__ASSIGNMENT__. For every record that follows, transcribe the text exactly and leave any image out.

<<<<

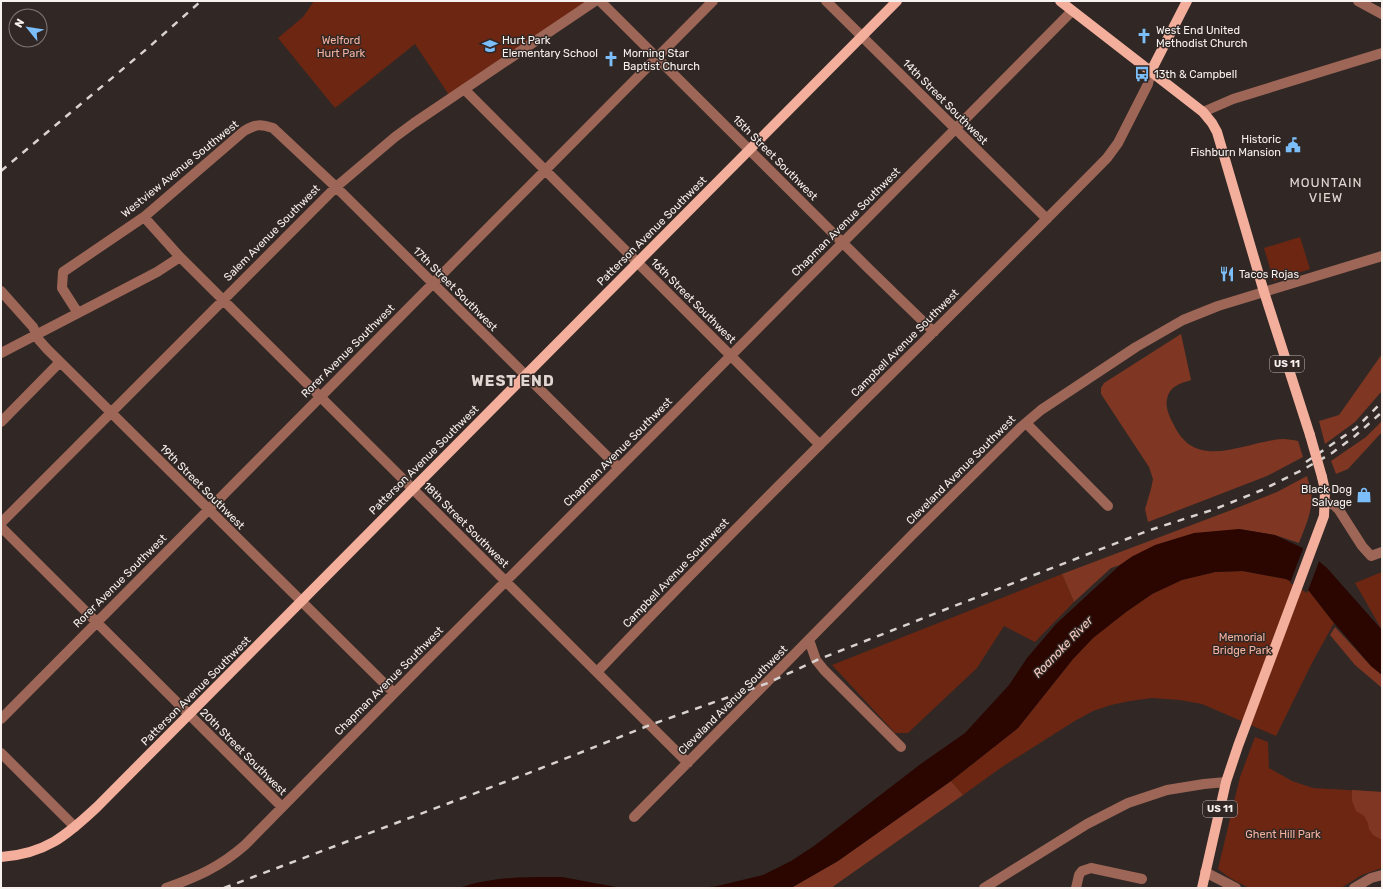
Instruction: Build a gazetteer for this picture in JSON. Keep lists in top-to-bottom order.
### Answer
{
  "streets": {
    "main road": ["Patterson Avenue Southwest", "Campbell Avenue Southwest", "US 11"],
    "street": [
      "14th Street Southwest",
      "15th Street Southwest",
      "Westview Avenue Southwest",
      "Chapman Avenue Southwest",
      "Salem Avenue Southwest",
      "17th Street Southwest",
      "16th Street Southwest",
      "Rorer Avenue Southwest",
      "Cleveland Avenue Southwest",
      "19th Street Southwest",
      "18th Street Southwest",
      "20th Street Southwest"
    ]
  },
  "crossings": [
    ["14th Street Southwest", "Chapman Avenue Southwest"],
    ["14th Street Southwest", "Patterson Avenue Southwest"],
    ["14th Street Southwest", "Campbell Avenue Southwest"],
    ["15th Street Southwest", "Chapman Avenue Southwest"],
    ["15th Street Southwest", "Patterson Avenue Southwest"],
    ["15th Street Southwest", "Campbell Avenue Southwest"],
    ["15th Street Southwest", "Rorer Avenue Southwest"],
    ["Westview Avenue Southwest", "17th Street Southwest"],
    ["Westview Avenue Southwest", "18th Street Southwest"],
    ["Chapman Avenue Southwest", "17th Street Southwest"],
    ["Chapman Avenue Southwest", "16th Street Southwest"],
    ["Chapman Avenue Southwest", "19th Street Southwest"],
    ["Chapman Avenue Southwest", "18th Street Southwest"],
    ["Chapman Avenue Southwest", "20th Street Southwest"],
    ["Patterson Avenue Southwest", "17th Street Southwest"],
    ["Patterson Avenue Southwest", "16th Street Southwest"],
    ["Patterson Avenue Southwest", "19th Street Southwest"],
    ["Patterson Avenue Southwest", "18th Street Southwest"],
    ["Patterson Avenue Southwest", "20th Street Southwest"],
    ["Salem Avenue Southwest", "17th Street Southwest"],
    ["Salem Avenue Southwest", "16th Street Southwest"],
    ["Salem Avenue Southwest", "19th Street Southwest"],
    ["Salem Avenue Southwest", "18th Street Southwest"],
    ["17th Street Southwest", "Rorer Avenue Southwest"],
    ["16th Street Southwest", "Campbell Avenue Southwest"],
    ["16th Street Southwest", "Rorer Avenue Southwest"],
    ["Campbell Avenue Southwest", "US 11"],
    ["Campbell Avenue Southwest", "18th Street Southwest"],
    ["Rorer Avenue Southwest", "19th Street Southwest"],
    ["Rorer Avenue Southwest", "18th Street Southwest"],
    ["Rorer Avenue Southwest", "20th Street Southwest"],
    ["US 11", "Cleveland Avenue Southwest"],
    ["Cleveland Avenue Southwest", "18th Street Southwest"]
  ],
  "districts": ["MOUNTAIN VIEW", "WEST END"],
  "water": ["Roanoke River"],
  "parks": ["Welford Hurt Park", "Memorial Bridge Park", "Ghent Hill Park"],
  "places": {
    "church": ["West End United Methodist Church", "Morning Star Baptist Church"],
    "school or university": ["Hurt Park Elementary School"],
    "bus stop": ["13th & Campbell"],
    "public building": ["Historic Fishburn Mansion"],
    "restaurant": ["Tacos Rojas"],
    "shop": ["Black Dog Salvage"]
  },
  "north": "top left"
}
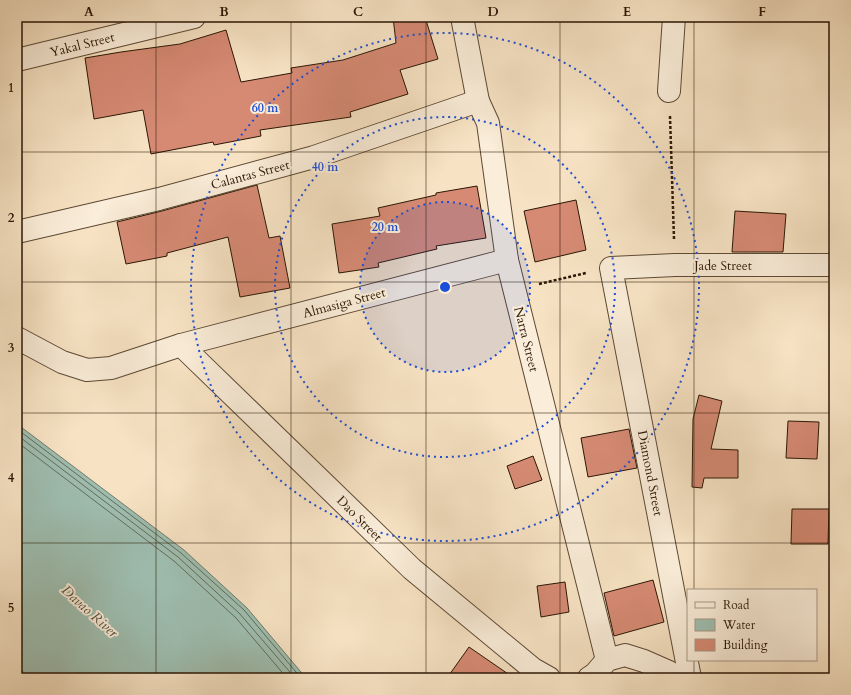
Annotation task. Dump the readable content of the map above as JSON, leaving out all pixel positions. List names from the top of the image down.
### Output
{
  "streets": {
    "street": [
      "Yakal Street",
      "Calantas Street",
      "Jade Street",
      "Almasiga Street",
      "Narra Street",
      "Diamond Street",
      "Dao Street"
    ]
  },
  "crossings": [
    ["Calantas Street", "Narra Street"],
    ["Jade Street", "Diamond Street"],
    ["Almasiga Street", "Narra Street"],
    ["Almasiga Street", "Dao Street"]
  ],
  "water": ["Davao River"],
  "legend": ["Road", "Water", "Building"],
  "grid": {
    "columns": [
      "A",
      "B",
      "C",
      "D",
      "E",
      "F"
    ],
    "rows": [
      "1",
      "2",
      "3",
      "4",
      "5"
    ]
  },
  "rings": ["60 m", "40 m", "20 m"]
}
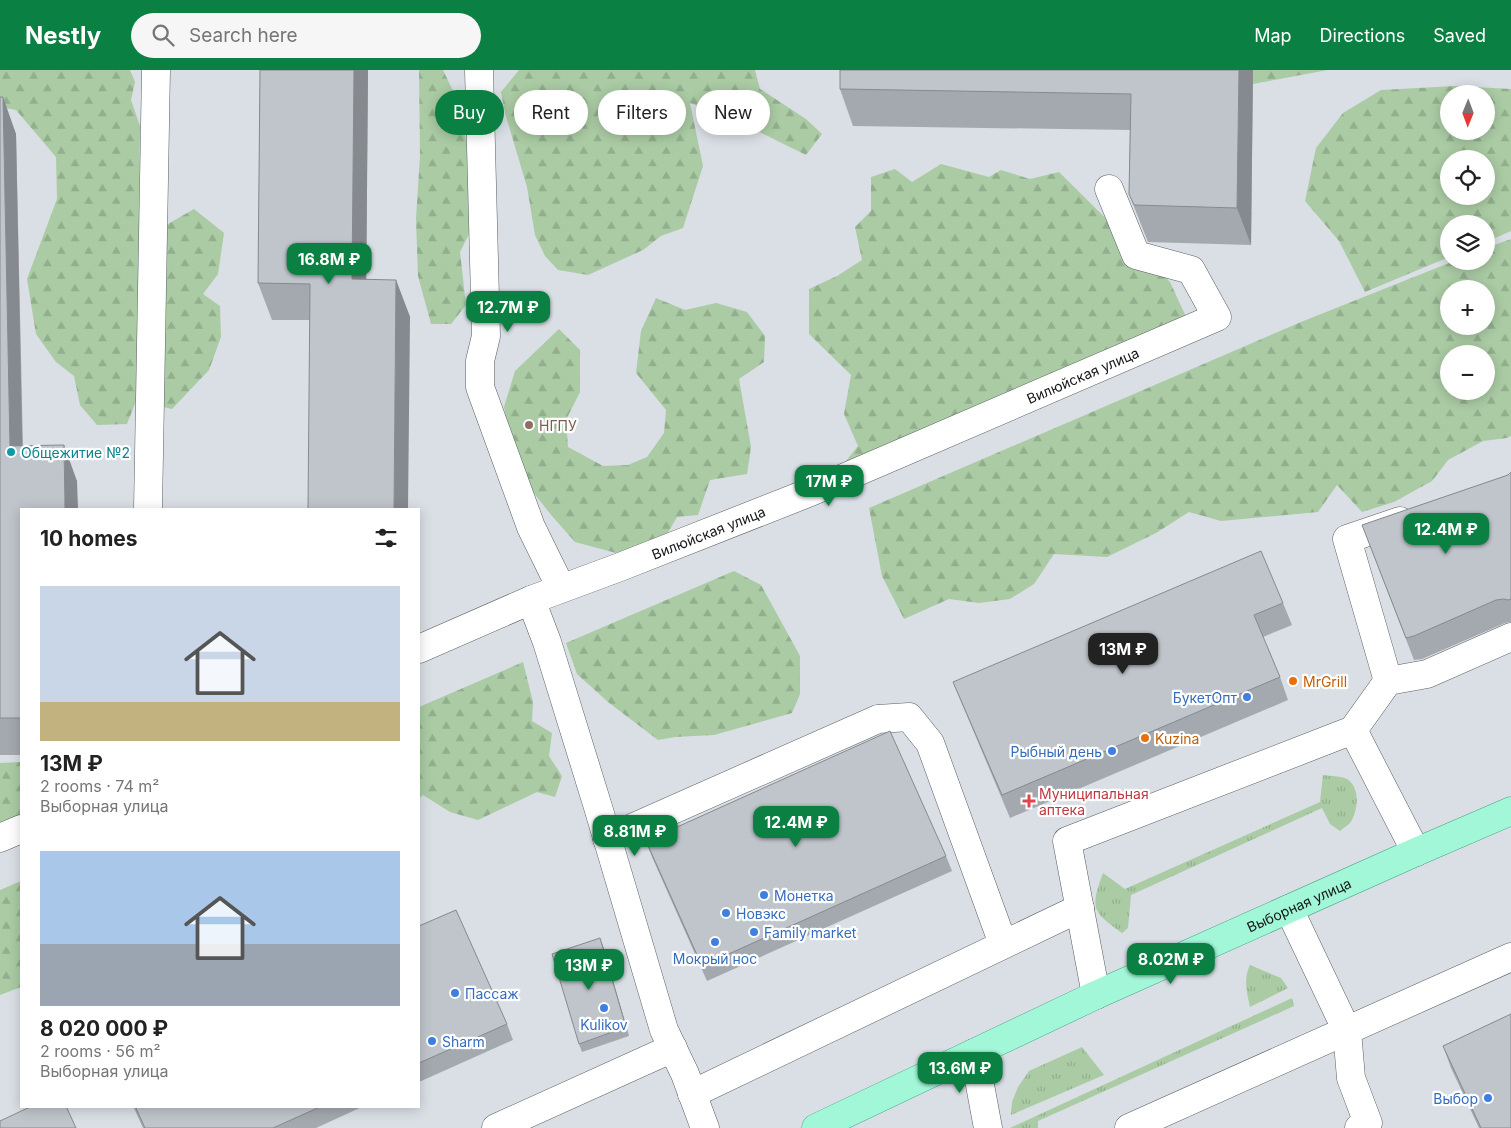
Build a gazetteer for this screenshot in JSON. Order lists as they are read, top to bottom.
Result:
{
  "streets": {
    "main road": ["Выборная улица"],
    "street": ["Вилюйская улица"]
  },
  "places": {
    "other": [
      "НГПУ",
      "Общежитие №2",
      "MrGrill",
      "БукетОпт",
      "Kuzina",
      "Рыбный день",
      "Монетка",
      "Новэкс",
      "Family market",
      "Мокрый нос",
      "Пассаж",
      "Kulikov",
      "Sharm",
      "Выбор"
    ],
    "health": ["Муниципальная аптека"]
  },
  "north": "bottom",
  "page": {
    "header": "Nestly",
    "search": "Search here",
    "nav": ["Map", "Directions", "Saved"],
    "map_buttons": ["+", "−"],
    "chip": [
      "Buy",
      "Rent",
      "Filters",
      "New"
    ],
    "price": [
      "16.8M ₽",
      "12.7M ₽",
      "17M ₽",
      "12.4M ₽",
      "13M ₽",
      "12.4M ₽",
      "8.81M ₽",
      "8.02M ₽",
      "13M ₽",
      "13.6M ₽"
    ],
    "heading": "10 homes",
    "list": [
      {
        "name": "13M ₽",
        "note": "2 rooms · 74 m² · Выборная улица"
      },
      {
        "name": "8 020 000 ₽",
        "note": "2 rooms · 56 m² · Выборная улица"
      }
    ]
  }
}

>>>>

__SOLUTION FOR THIS EXERCISE__.
Instruction: Build a gazetteer for this picture in JSON. Keep lists in top-to-bottom order.
### Answer
{
  "streets": {
    "main road": ["Patterson Avenue Southwest", "Campbell Avenue Southwest", "US 11"],
    "street": [
      "14th Street Southwest",
      "15th Street Southwest",
      "Westview Avenue Southwest",
      "Chapman Avenue Southwest",
      "Salem Avenue Southwest",
      "17th Street Southwest",
      "16th Street Southwest",
      "Rorer Avenue Southwest",
      "Cleveland Avenue Southwest",
      "19th Street Southwest",
      "18th Street Southwest",
      "20th Street Southwest"
    ]
  },
  "crossings": [
    ["14th Street Southwest", "Chapman Avenue Southwest"],
    ["14th Street Southwest", "Patterson Avenue Southwest"],
    ["14th Street Southwest", "Campbell Avenue Southwest"],
    ["15th Street Southwest", "Chapman Avenue Southwest"],
    ["15th Street Southwest", "Patterson Avenue Southwest"],
    ["15th Street Southwest", "Campbell Avenue Southwest"],
    ["15th Street Southwest", "Rorer Avenue Southwest"],
    ["Westview Avenue Southwest", "17th Street Southwest"],
    ["Westview Avenue Southwest", "18th Street Southwest"],
    ["Chapman Avenue Southwest", "17th Street Southwest"],
    ["Chapman Avenue Southwest", "16th Street Southwest"],
    ["Chapman Avenue Southwest", "19th Street Southwest"],
    ["Chapman Avenue Southwest", "18th Street Southwest"],
    ["Chapman Avenue Southwest", "20th Street Southwest"],
    ["Patterson Avenue Southwest", "17th Street Southwest"],
    ["Patterson Avenue Southwest", "16th Street Southwest"],
    ["Patterson Avenue Southwest", "19th Street Southwest"],
    ["Patterson Avenue Southwest", "18th Street Southwest"],
    ["Patterson Avenue Southwest", "20th Street Southwest"],
    ["Salem Avenue Southwest", "17th Street Southwest"],
    ["Salem Avenue Southwest", "16th Street Southwest"],
    ["Salem Avenue Southwest", "19th Street Southwest"],
    ["Salem Avenue Southwest", "18th Street Southwest"],
    ["17th Street Southwest", "Rorer Avenue Southwest"],
    ["16th Street Southwest", "Campbell Avenue Southwest"],
    ["16th Street Southwest", "Rorer Avenue Southwest"],
    ["Campbell Avenue Southwest", "US 11"],
    ["Campbell Avenue Southwest", "18th Street Southwest"],
    ["Rorer Avenue Southwest", "19th Street Southwest"],
    ["Rorer Avenue Southwest", "18th Street Southwest"],
    ["Rorer Avenue Southwest", "20th Street Southwest"],
    ["US 11", "Cleveland Avenue Southwest"],
    ["Cleveland Avenue Southwest", "18th Street Southwest"]
  ],
  "districts": ["MOUNTAIN VIEW", "WEST END"],
  "water": ["Roanoke River"],
  "parks": ["Welford Hurt Park", "Memorial Bridge Park", "Ghent Hill Park"],
  "places": {
    "church": ["West End United Methodist Church", "Morning Star Baptist Church"],
    "school or university": ["Hurt Park Elementary School"],
    "bus stop": ["13th & Campbell"],
    "public building": ["Historic Fishburn Mansion"],
    "restaurant": ["Tacos Rojas"],
    "shop": ["Black Dog Salvage"]
  },
  "north": "top left"
}
Annotation task. Dump the readable content of the map above as JSON, leaving out all pixel positions. List names from the top of the image down.
### Output
{
  "streets": {
    "street": [
      "Yakal Street",
      "Calantas Street",
      "Jade Street",
      "Almasiga Street",
      "Narra Street",
      "Diamond Street",
      "Dao Street"
    ]
  },
  "crossings": [
    ["Calantas Street", "Narra Street"],
    ["Jade Street", "Diamond Street"],
    ["Almasiga Street", "Narra Street"],
    ["Almasiga Street", "Dao Street"]
  ],
  "water": ["Davao River"],
  "legend": ["Road", "Water", "Building"],
  "grid": {
    "columns": [
      "A",
      "B",
      "C",
      "D",
      "E",
      "F"
    ],
    "rows": [
      "1",
      "2",
      "3",
      "4",
      "5"
    ]
  },
  "rings": ["60 m", "40 m", "20 m"]
}
Build a gazetteer for this screenshot in JSON. Order lists as they are read, top to bottom.
Result:
{
  "streets": {
    "main road": ["Выборная улица"],
    "street": ["Вилюйская улица"]
  },
  "places": {
    "other": [
      "НГПУ",
      "Общежитие №2",
      "MrGrill",
      "БукетОпт",
      "Kuzina",
      "Рыбный день",
      "Монетка",
      "Новэкс",
      "Family market",
      "Мокрый нос",
      "Пассаж",
      "Kulikov",
      "Sharm",
      "Выбор"
    ],
    "health": ["Муниципальная аптека"]
  },
  "north": "bottom",
  "page": {
    "header": "Nestly",
    "search": "Search here",
    "nav": ["Map", "Directions", "Saved"],
    "map_buttons": ["+", "−"],
    "chip": [
      "Buy",
      "Rent",
      "Filters",
      "New"
    ],
    "price": [
      "16.8M ₽",
      "12.7M ₽",
      "17M ₽",
      "12.4M ₽",
      "13M ₽",
      "12.4M ₽",
      "8.81M ₽",
      "8.02M ₽",
      "13M ₽",
      "13.6M ₽"
    ],
    "heading": "10 homes",
    "list": [
      {
        "name": "13M ₽",
        "note": "2 rooms · 74 m² · Выборная улица"
      },
      {
        "name": "8 020 000 ₽",
        "note": "2 rooms · 56 m² · Выборная улица"
      }
    ]
  }
}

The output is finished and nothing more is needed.